Front crawl the basi
Swimming front crawl, also known as freestyle swimming, is the fastest swimming stroke and is often taught to beginners. It involves flutter kicking your feet and reaching forward with alternating strokes. Front crawl swimming works almost the entire body.
To start, position your body flat in the water with a slight slope down to the hips. The water line should be between the eyebrows and the hairline with eyes focused forward and slightly downward. Kick your legs up and down (alternating) making your ankles as floppy as possible, using your feet like flippers. Kick your legs fast and continuously.
Your arm motion is crucial as this is where you get most of your propulsion from. To do the front crawl arm stroke your thumb should always enter the water first with your hand at a 45 degree angle. Keep your elbow slightly bent as you reach your hand in front of your body to enter the water. Entry should be between the centre line of the head and the shoulder line and the hand should be directed with the palm facing down and out so the thumb first enters the water first. Don’t start pulling back as soon as your hand is in the water – you should give yourself room to reach forward under the water before you start to bring your hand back to the body. After entering the water, the arm should perform a three-sweep motion. With your elbow slightly bent, sweep forward, then back towards the centre of the body, then out towards the thighs – imitating an hour glass shape.

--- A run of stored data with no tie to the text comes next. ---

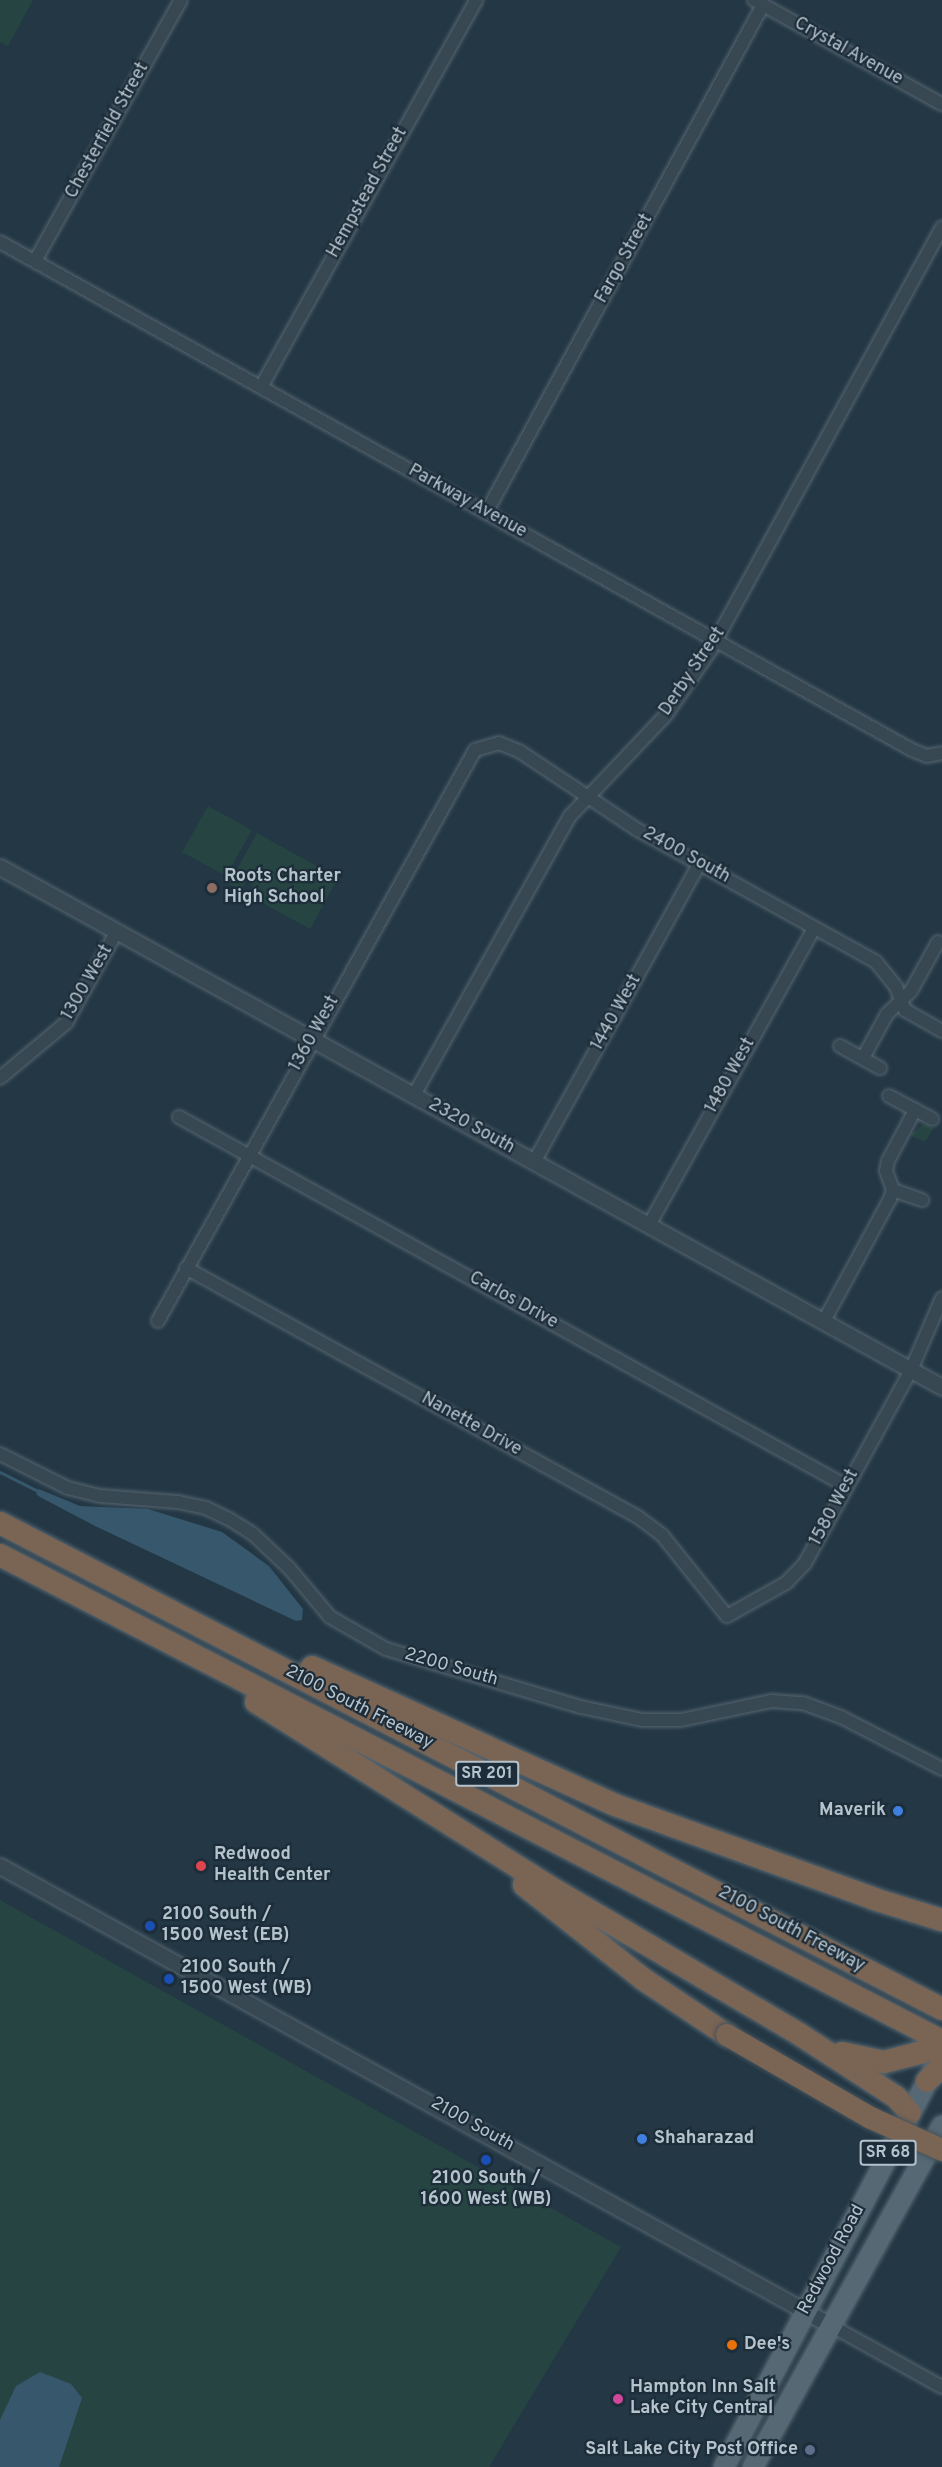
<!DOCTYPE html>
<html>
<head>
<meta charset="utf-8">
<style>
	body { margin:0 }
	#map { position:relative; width:942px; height:2467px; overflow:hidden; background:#233744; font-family:Overpass,sans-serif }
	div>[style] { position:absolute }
	.green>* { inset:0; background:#264542 }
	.water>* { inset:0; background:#36576c }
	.stream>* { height:3px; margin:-1.5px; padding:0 1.5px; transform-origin:1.5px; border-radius:1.5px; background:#36576c }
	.roads { filter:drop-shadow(0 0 2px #566670) drop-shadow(0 0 2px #566670) }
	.minor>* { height:12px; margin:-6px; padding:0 6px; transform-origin:6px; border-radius:6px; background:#384853 }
	.tertiary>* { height:15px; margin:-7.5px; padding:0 7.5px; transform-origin:7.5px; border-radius:7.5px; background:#384853 }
	.primary>* { height:20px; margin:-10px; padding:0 10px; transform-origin:10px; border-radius:10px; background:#566873 }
	.motorway>* { height:22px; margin:-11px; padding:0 11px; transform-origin:11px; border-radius:11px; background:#7a6454 }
	.bridges { filter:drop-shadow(0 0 2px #43535d) drop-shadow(0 0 2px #43535d) }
	.motorway-bridge>* { height:22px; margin:-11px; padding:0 11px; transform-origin:11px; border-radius:11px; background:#7a6454 }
	.dots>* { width:16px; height:16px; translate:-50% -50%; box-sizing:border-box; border:3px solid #1d2d39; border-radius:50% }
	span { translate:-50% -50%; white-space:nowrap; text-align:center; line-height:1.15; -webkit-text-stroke:4.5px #1d2d39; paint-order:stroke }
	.shield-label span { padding:2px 4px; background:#1d2d39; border:2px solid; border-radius:4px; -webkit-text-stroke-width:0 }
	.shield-label { font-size:16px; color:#b5c3cd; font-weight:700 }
	.street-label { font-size:18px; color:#b5c3cd }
	.poi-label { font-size:18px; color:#b5c3cd; font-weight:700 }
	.left { translate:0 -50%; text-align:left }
	.right { translate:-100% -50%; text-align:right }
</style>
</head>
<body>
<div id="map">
	<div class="green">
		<i style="clip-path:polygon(0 0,33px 0,8px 46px,0 42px)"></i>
		<i style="clip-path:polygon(208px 806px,252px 830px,226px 876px,182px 852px)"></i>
		<i style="clip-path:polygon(257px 833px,338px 878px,310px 929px,248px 895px,253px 885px,246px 881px,241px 890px,229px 884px)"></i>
		<i style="clip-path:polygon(923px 1124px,934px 1128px,925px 1142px,910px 1135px)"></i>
		<i style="clip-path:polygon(0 1900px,621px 2247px,489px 2467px,0 2467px)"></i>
	</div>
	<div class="water">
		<i style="clip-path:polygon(39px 1489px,80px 1506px,148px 1509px,222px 1532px,269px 1566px,303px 1609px,302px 1620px,296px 1621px,95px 1526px,40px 1497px,36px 1494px)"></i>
		<i style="clip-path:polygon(40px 2372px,71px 2384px,82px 2398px,59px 2467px,0 2467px,0 2420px,16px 2386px)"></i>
	</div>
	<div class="stream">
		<i style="left:0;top:1472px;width:42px;rotate:26.6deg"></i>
	</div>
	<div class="roads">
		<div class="minor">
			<i style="left:754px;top:0;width:215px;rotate:29deg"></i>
			<i style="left:0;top:242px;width:1044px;rotate:29.12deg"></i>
			<i style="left:912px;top:750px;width:16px;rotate:22deg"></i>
			<i style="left:927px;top:756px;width:15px;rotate:-11deg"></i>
			<i style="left:35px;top:261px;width:299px;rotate:-60.8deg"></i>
			<i style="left:261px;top:387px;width:443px;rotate:-60.9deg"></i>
			<i style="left:486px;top:513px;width:579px;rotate:-61.4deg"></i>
			<i style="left:840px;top:1046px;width:46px;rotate:28.8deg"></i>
			<i style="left:863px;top:1058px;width:50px;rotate:-61.4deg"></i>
			<i style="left:887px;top:1014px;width:33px;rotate:-44deg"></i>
			<i style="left:911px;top:991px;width:56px;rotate:-61.1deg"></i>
			<i style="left:0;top:1078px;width:86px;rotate:-39.8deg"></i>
			<i style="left:66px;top:1023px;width:105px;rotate:-61deg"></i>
			<i style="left:414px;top:1095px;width:320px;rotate:-60.8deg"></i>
			<i style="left:570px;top:816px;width:139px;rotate:-46.5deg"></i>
			<i style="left:666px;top:715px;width:78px;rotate:-55.5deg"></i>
			<i style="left:710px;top:651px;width:483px;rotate:-61.3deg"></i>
			<i style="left:889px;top:1096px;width:49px;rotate:28.1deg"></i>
			<i style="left:179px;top:1117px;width:762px;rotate:28.95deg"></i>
			<i style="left:534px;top:1162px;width:342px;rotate:-61deg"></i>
			<i style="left:893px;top:1190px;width:31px;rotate:19deg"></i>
			<i style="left:649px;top:1225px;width:340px;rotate:-60.9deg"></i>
			<i style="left:186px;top:1268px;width:516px;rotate:28.85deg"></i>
			<i style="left:638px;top:1517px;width:30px;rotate:37deg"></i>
			<i style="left:662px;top:1535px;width:104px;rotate:51.3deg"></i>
			<i style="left:727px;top:1616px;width:68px;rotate:-29.2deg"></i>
			<i style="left:786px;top:1583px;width:28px;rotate:-46deg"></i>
			<i style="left:805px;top:1563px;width:220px;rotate:-61.2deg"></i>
			<i style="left:911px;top:1370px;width:78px;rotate:-66.7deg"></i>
			<i style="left:158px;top:1321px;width:653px;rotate:-60.96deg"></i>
			<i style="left:475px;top:750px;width:25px;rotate:-16deg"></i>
			<i style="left:499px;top:743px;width:22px;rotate:22deg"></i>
			<i style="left:519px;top:751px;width:143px;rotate:33.6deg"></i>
			<i style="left:638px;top:830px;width:272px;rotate:29deg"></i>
			<i style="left:876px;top:962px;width:32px;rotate:51deg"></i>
			<i style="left:896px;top:987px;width:25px;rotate:69deg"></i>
			<i style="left:905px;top:1010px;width:43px;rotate:29.6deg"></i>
			<i style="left:824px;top:1321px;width:139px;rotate:-61.6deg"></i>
			<i style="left:890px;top:1199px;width:9px;rotate:-72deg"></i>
			<i style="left:893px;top:1190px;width:20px;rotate:-110deg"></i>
			<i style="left:886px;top:1171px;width:10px;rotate:-79deg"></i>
			<i style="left:888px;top:1161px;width:58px;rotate:-62.1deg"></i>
			<i style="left:0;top:1454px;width:76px;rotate:26.6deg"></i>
			<i style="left:68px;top:1488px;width:33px;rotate:14deg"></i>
			<i style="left:100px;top:1496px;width:78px;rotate:4.4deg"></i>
			<i style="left:178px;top:1502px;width:29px;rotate:12deg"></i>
			<i style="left:206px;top:1508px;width:25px;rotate:26deg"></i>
			<i style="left:229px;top:1519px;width:28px;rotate:32deg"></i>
			<i style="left:253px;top:1534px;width:50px;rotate:43.4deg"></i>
			<i style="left:289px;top:1568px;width:64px;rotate:50.1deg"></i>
			<i style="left:330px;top:1617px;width:64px;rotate:29.7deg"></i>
			<i style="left:386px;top:1649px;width:203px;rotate:16.6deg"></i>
			<i style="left:581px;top:1707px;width:62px;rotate:12deg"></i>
			<i style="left:642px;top:1720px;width:39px"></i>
			<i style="left:681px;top:1720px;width:92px;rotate:-11.9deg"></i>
			<i style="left:771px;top:1701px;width:32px;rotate:4deg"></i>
			<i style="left:803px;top:1703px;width:40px;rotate:20.2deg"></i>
			<i style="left:841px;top:1717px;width:114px;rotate:27.2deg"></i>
			<i style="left:830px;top:2325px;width:128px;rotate:29deg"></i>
		</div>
		<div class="tertiary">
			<i style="left:0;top:867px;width:1076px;rotate:28.9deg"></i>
			<i style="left:0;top:1866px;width:948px;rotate:28.94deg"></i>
		</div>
		<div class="primary">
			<i style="left:724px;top:2467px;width:450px;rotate:-62.2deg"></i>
			<i style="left:753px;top:2467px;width:390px;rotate:-61deg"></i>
		</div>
		<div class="motorway">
			<i style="left:0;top:1523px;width:1060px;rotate:27.29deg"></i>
			<i style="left:0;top:1555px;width:1060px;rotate:27.29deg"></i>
			<i style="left:312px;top:1667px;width:333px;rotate:24.5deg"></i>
			<i style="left:615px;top:1805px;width:276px;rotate:19.9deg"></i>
			<i style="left:874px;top:1899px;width:71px;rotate:17.2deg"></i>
			<i style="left:256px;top:1702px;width:345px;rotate:32.2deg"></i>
			<i style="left:548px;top:1886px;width:291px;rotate:30.5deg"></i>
			<i style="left:799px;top:2034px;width:116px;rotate:33deg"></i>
			<i style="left:896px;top:2097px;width:21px;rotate:49deg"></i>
			<i style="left:524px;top:1885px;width:152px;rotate:38.3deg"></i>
			<i style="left:643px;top:1979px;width:101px;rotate:33.7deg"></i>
			<i style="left:842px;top:2053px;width:43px;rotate:12.1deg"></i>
			<i style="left:884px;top:2062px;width:60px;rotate:-14.5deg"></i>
			<i style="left:927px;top:2081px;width:21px;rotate:-45deg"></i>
		</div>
	</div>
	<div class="bridges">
		<div class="motorway-bridge">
			<i style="left:727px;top:2035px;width:166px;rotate:30deg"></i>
			<i style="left:871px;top:2118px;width:78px;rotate:24.3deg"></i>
		</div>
	</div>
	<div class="dots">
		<i style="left:212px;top:888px;background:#8d6e63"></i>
		<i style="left:898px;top:1811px;background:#3f7fe0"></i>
		<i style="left:201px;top:1866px;background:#e0444e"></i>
		<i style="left:150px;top:1926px;background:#1a4fb4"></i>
		<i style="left:169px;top:1979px;background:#1a4fb4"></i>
		<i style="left:642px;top:2139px;background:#3f7fe0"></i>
		<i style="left:486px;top:2160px;background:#1a4fb4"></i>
		<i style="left:732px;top:2345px;background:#e8710a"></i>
		<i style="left:618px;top:2399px;background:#d1479c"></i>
		<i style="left:810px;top:2450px;background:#5c6f8a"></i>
	</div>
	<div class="shield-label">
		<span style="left:487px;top:1774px">SR 201</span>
		<span style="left:888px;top:2153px">SR 68</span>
	</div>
	<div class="street-label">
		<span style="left:848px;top:52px;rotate:29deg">Crystal Avenue</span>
		<span style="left:108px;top:131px;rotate:-61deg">Chesterfield Street</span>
		<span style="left:368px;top:193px;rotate:-61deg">Hempstead Street</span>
		<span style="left:625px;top:259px;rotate:-61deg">Fargo Street</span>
		<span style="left:467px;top:502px;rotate:29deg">Parkway Avenue</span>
		<span style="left:693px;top:672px;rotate:-56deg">Derby Street</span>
		<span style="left:686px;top:856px;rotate:29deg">2400 South</span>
		<span style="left:88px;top:983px;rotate:-60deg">1300 West</span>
		<span style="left:617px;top:1013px;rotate:-61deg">1440 West</span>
		<span style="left:315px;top:1034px;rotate:-61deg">1360 West</span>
		<span style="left:731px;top:1076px;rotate:-61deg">1480 West</span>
		<span style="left:471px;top:1127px;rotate:29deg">2320 South</span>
		<span style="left:513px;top:1301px;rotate:29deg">Carlos Drive</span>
		<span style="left:471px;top:1425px;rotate:29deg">Nanette Drive</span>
		<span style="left:835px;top:1508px;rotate:-62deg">1580 West</span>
		<span style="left:451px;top:1668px;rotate:16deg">2200 South</span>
		<span style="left:359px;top:1708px;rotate:27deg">2100 South Freeway</span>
		<span style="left:791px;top:1930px;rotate:28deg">2100 South Freeway</span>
		<span style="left:472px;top:2125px;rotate:29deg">2100 South</span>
		<span style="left:832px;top:2260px;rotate:-62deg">Redwood Road</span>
	</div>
	<div class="poi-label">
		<span class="left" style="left:224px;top:888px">Roots Charter<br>High School</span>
		<span class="right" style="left:886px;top:1811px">Maverik</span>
		<span class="left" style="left:214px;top:1866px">Redwood<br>Health Center</span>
		<span class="left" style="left:162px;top:1926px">2100 South /<br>1500 West (EB)</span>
		<span class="left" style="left:181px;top:1979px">2100 South /<br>1500 West (WB)</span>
		<span class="left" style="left:654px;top:2139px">Shaharazad</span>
		<span style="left:486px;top:2190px">2100 South /<br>1600 West (WB)</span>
		<span class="left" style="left:744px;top:2345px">Dee's</span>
		<span class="left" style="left:630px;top:2399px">Hampton Inn Salt<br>Lake City Central</span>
		<span class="right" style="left:798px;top:2450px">Salt Lake City Post Office</span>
	</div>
</div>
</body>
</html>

Maximise the efficiency of your stroke by completing the whole arm action and not bringing you arm out of the water before it reaches your leg.
Try to keep your body position as flat as you can to be streamlined in the water with a slight slope down to the hips to keep the leg kick underwater. Keep your stomach flat and level to support your lower back. With eyes looking forward and down, your head should be in line with the body and the water level should come between your eyebrows and hairline. Try to keep your head and spine as still and relaxed as possible. Instead, rotate your hips and shoulders to generate momentum through the water. Your head should only join the rotation when you want to breathe. Your shoulder should come out of the water as your arm exits while the other begins the propulsive phase under the water. The hips should not rotate as much as the shoulders.